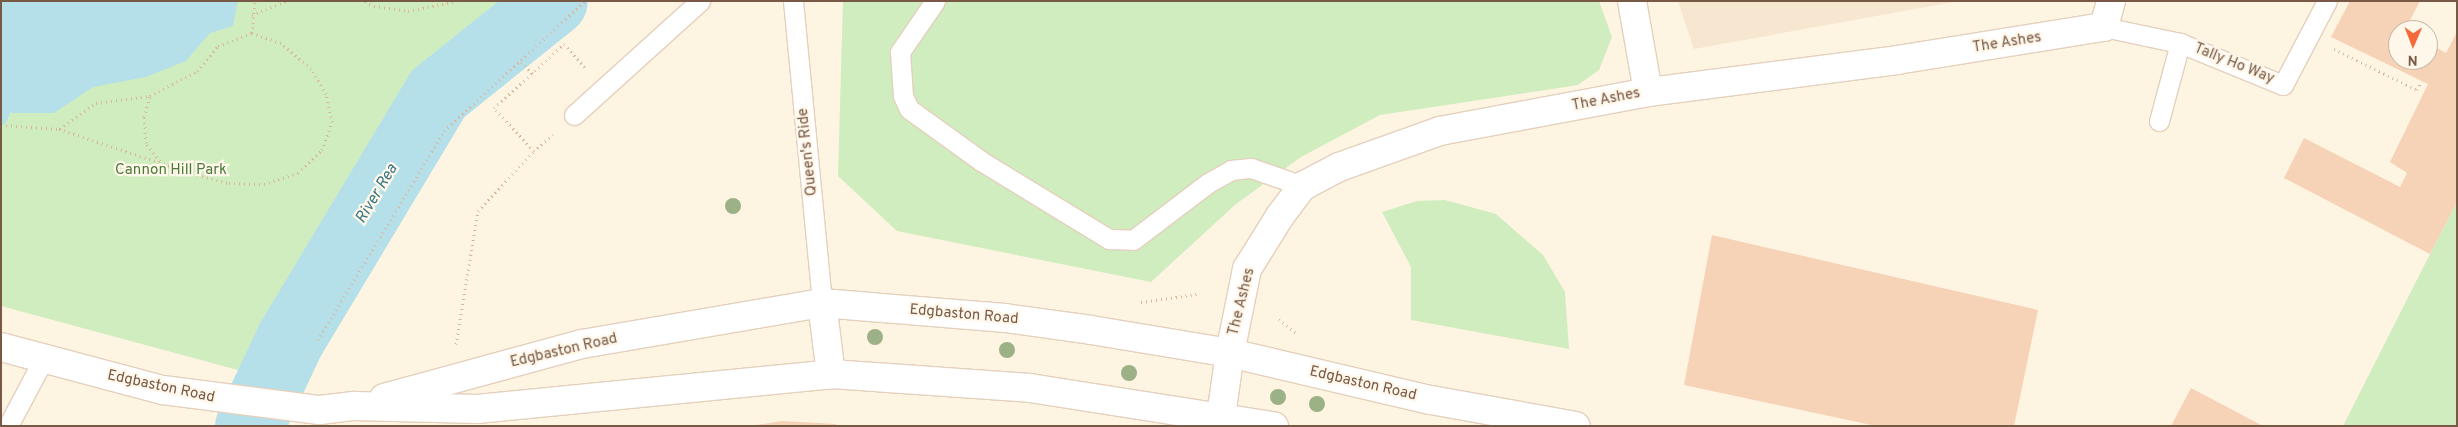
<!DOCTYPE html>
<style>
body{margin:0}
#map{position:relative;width:2458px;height:427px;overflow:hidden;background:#fef4e2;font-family:Overpass,sans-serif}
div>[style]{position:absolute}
.residential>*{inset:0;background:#f7e6d0}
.green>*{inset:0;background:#d0edbf}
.water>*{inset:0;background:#b5e0ea}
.stream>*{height:11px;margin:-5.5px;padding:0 5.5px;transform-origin:5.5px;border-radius:5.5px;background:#b5e0ea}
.river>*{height:69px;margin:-34.5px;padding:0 34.5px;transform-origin:34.5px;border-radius:34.5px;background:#b5e0ea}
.building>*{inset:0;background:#f6d2b7}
.path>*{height:3px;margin-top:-1.5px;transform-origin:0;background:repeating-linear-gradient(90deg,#dbb59a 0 1px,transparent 0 5px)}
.roads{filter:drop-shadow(1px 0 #e4d0bd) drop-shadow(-1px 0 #e4d0bd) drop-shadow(0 1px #e4d0bd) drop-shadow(0 -1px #e4d0bd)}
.lane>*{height:19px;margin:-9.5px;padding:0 9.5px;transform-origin:9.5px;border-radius:9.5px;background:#fff}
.street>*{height:28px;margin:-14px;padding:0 14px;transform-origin:14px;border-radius:14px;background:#fff}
.secondary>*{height:28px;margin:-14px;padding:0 14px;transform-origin:14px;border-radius:14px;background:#fff}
.trees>*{width:16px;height:16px;margin:-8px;border-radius:50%;background:#9cb186}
span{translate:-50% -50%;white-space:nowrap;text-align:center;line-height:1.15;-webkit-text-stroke:4.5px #fff7ea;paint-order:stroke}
.street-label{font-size:15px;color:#785946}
.park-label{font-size:15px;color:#4b7a3a}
.water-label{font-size:16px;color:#3b7887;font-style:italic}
.frame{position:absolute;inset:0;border:2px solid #785946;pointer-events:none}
.north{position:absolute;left:2388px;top:20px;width:50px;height:50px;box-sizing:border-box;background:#fff7ea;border:1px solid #c9b8a8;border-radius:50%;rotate:181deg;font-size:14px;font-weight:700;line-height:20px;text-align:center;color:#785946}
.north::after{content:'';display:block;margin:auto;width:18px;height:22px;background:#f46a3b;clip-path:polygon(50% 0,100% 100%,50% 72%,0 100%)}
</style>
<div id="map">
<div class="residential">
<i style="clip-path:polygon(1678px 1px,1959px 1px,1694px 49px)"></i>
</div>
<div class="green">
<i style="clip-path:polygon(1px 1px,526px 1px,420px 87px,249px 373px,1px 306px)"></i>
<i style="clip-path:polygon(843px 1px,1599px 1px,1612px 37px,1599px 70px,1578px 85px,1380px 115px,1301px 157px,1236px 204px,1151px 282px,897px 231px,838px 176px)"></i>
<i style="clip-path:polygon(1445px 200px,1496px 214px,1543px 255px,1565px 292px,1569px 349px,1411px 320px,1411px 267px,1382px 212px,1417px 201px)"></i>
<i style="clip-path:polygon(2457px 202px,2457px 426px,2343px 426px,2430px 254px)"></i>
</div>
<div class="water">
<i style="clip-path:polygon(1px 1px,238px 1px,233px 26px,210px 33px,186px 61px,146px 77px,93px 87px,54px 113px,13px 113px,1px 110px)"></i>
</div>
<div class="stream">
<i style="left:1px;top:119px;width:9px;rotate:-69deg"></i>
</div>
<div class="river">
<i style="left:249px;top:426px;width:96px;rotate:-64.8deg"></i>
<i style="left:290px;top:339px;width:287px;rotate:-59deg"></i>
<i style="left:438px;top:93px;width:147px;rotate:-38.7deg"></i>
</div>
<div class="building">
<i style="clip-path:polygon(2350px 1px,2420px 1px,2405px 30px,2398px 30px,2398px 60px,2428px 60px,2428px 43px,2446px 53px,2457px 32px,2457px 202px,2430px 254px,2284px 178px,2304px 138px,2400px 187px,2407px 173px,2390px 162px,2428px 84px,2331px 37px)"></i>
<i style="clip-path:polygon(1712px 235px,2038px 310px,2014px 426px,1876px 426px,1684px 385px)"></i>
<i style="clip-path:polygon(2191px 388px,2263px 426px,2171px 426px)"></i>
<i style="clip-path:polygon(782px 421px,836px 424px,836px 426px,750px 426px)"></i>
</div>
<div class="path">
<i style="left:365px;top:1px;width:10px;rotate:29deg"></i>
<i style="left:374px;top:6px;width:34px;rotate:8deg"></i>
<i style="left:408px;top:11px;width:50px;rotate:-11.5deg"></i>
<i style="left:252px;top:15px;width:37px;rotate:-22deg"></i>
<i style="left:2334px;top:49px;width:93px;rotate:26.3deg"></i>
<i style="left:2417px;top:90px;width:10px;rotate:-66deg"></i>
<i style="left:521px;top:62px;width:17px;rotate:45deg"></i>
<i style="left:1px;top:125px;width:58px;rotate:3.9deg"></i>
<i style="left:59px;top:129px;width:145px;rotate:18.4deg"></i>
<i style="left:197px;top:175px;width:33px;rotate:14deg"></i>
<i style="left:229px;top:183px;width:35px;rotate:2deg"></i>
<i style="left:264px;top:184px;width:36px;rotate:-18deg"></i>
<i style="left:298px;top:173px;width:33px;rotate:-44deg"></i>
<i style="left:322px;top:150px;width:30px;rotate:-70deg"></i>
<i style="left:332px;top:122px;width:29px;rotate:-102deg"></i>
<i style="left:326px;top:94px;width:29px;rotate:-121deg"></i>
<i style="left:311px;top:69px;width:40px;rotate:-139deg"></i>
<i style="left:281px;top:43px;width:31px;rotate:-161deg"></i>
<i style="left:252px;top:33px;width:32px;rotate:-85deg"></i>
<i style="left:60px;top:129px;width:44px;rotate:-35.8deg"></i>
<i style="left:96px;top:103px;width:54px;rotate:-7.4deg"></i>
<i style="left:553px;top:134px;width:25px;rotate:138deg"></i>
<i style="left:534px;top:151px;width:59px;rotate:-132.9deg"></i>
<i style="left:494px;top:108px;width:95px;rotate:-42.4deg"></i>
<i style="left:564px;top:44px;width:31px;rotate:48deg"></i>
<i style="left:160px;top:161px;width:23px;rotate:-128deg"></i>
<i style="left:146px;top:143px;width:26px;rotate:-94deg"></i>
<i style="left:144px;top:117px;width:22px;rotate:-74deg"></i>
<i style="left:150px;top:96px;width:53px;rotate:-28deg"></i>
<i style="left:197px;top:71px;width:33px;rotate:-50deg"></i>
<i style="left:218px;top:46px;width:36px;rotate:-21deg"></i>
<i style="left:1141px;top:302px;width:57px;rotate:-8.1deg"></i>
<i style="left:1279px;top:319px;width:22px;rotate:39deg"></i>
<i style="left:318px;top:340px;width:244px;rotate:-58.9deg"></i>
<i style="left:444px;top:131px;width:192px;rotate:-42.7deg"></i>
<i style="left:456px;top:344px;width:135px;rotate:-80.6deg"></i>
<i style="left:478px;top:211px;width:82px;rotate:-47deg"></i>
</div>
<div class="roads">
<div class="lane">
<i style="left:793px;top:1px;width:303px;rotate:84.5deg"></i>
<i style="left:935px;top:1px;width:62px;rotate:124.5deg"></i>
<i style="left:900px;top:52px;width:44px;rotate:86.1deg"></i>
<i style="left:903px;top:96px;width:14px;rotate:65deg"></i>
<i style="left:909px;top:109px;width:89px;rotate:35.8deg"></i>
<i style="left:981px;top:161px;width:150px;rotate:31.4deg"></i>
<i style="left:1109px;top:239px;width:24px;rotate:2deg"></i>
<i style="left:1133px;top:240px;width:94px;rotate:-37.2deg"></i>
<i style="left:1208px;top:183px;width:26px;rotate:-29deg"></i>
<i style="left:1231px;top:170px;width:20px;rotate:-6deg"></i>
<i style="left:1251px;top:168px;width:55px;rotate:19.1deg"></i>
<i style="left:2104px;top:27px;width:78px;rotate:11.9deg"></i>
<i style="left:2180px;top:43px;width:111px;rotate:22.2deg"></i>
<i style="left:2283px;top:85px;width:95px;rotate:-62.4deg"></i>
<i style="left:574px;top:115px;width:170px;rotate:-42.1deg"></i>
<i style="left:2159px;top:121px;width:81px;rotate:-74.9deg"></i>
<i style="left:8px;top:426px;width:75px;rotate:-62.1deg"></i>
</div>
<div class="street">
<i style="left:1632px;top:1px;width:92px;rotate:80deg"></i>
<i style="left:1230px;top:353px;width:86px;rotate:-78.6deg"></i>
<i style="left:1247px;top:269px;width:62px;rotate:-58.1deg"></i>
<i style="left:1280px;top:216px;width:38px;rotate:-53deg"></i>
<i style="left:1303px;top:186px;width:41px;rotate:-27.8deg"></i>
<i style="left:1339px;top:167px;width:107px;rotate:-19.6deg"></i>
<i style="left:1440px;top:131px;width:212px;rotate:-10.6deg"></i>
<i style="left:1648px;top:92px;width:251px;rotate:-7.3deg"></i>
<i style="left:1897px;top:60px;width:210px;rotate:-9.1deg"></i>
<i style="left:2104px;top:27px;width:27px;rotate:-75deg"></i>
</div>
<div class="secondary">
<i style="left:822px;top:303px;width:72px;rotate:82.8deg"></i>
<i style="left:1px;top:347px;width:168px;rotate:14.9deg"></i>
<i style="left:163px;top:390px;width:158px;rotate:7.3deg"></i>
<i style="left:320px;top:410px;width:34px;rotate:-7deg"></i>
<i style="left:354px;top:406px;width:123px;rotate:1.4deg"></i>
<i style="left:477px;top:409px;width:356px;rotate:-5.6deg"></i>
<i style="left:831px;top:374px;width:199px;rotate:4deg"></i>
<i style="left:1030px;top:388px;width:247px;rotate:8.9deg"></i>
<i style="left:384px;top:398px;width:205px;rotate:-15.3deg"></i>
<i style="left:582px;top:344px;width:243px;rotate:-9.7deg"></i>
<i style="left:822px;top:303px;width:184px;rotate:4.7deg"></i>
<i style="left:1005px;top:318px;width:87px;rotate:7.9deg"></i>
<i style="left:1091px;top:330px;width:141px;rotate:9.4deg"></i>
<i style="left:1230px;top:353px;width:206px;rotate:13.2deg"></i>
<i style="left:1431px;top:400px;width:147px;rotate:10.2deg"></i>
<i style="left:1221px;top:416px;width:64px;rotate:-81.9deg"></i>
</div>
</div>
<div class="trees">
<i style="left:733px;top:206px"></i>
<i style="left:875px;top:337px"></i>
<i style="left:1007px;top:350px"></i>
<i style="left:1129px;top:373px"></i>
<i style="left:1278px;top:397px"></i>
<i style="left:1317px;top:404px"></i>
</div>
<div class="street-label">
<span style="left:2007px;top:43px;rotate:-9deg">The Ashes</span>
<span style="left:2234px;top:64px;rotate:22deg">Tally Ho Way</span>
<span style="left:1606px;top:100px;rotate:-11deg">The Ashes</span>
<span style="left:808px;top:152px;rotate:-96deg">Queen's Ride</span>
<span style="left:1242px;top:302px;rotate:-76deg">The Ashes</span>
<span style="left:964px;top:315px;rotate:5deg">Edgbaston Road</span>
<span style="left:564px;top:351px;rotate:-13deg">Edgbaston Road</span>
<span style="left:1363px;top:384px;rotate:13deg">Edgbaston Road</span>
<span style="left:161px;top:387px;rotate:12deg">Edgbaston Road</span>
</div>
<div class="park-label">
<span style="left:171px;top:171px">Cannon Hill Park</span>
</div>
<div class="water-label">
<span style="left:377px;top:194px;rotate:-59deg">River Rea</span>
</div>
<div class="frame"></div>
<div class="north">N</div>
</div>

■ ■ ■ ■

**PROBLEM DETAILS:** Looking at the records above, work out how many lines include the string "stream". Give the number and nothing else.

**SOLUTION FOR THIS PROBLEM:** 2